Successful Withdrawal of Long-term Epoprostenol Therapy for Pulmonary Arterial Hypertension*

Nick H. Kim, MD; Richard N. Channick, MD and Lewis J. Rubin, MD, FCCP

* From the Pulmonary Vascular Center, University of California, San Diego, CA.

Correspondence to: Lewis J. Rubin, MD, FCCP, University of California, San Diego, 9300 Campus Point Dr, La Jolla, CA 92037; e-mail: ljrubin{at}ucsd.edu

Background: IV epoprostenol treatment of pulmonary arterial hypertension (PAH) has been believed to require an indefinite duration of therapy

Objective: To describe the successful discontinuation of long-term epoprostenol therapy in four patients

Design: Case reports

Setting: Outpatient clinic, tertiary-care hospital

Patients: Four patients with acutely nonvasoreactive, World Health Organization (WHO) functional class IV PAH received long-term epoprostenol therapy. All patients subsequently demonstrated normalization of pulmonary arterial pressures on epoprostenol treatment.

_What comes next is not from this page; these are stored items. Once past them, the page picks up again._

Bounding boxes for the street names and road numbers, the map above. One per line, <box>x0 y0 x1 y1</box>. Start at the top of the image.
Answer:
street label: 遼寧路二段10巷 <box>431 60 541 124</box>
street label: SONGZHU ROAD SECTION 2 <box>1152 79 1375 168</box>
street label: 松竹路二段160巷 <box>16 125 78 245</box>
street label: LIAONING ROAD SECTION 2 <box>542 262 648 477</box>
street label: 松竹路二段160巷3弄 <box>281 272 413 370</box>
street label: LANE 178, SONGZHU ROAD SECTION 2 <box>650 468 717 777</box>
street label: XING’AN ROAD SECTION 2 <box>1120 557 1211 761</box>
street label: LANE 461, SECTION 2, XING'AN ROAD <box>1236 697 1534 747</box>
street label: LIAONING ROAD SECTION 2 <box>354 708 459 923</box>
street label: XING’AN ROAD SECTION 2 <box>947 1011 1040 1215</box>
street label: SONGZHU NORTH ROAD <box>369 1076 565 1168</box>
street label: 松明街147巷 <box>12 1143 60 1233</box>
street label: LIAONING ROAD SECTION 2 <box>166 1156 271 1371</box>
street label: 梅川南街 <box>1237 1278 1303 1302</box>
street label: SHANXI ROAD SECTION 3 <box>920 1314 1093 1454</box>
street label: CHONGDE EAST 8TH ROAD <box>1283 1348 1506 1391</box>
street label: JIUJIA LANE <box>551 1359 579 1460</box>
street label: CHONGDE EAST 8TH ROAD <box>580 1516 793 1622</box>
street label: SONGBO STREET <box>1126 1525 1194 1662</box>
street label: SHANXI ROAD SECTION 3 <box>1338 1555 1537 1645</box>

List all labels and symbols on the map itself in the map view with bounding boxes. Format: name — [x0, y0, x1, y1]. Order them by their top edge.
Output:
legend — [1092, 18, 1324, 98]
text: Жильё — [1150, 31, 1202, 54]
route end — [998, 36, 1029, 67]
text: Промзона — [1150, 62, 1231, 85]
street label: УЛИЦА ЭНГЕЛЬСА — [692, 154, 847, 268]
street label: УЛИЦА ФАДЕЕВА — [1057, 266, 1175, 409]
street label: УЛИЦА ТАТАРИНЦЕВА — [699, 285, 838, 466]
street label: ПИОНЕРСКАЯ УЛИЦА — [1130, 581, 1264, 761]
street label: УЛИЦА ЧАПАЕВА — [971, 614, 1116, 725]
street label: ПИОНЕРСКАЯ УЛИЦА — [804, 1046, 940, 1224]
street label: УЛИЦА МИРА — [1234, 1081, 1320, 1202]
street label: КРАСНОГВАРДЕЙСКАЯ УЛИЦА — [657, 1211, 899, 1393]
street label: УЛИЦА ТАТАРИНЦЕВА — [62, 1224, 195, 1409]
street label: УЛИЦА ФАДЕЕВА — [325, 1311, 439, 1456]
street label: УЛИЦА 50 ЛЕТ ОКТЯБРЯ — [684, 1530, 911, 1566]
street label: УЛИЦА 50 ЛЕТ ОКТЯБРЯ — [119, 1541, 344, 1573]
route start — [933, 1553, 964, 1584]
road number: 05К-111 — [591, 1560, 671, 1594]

These patients were selected for epoprostenol withdrawal

Intervention: Down-titration and discontinuation of epoprostenol

Results: All four patients were safely transitioned from epoprostenol to oral therapies and have maintained WHO functional class I-II for a mean of 11 months (range, 8 to 16 months). The duration of epoprostenol therapy prior to discontinuation averaged 5.7 years (range, 2.4 to 13.5 years)

Conclusion: Epoprostenol may sufficiently reverse the pathogenic process in select patients with PAH to allow a transition to less complex and less invasive treatment modalities.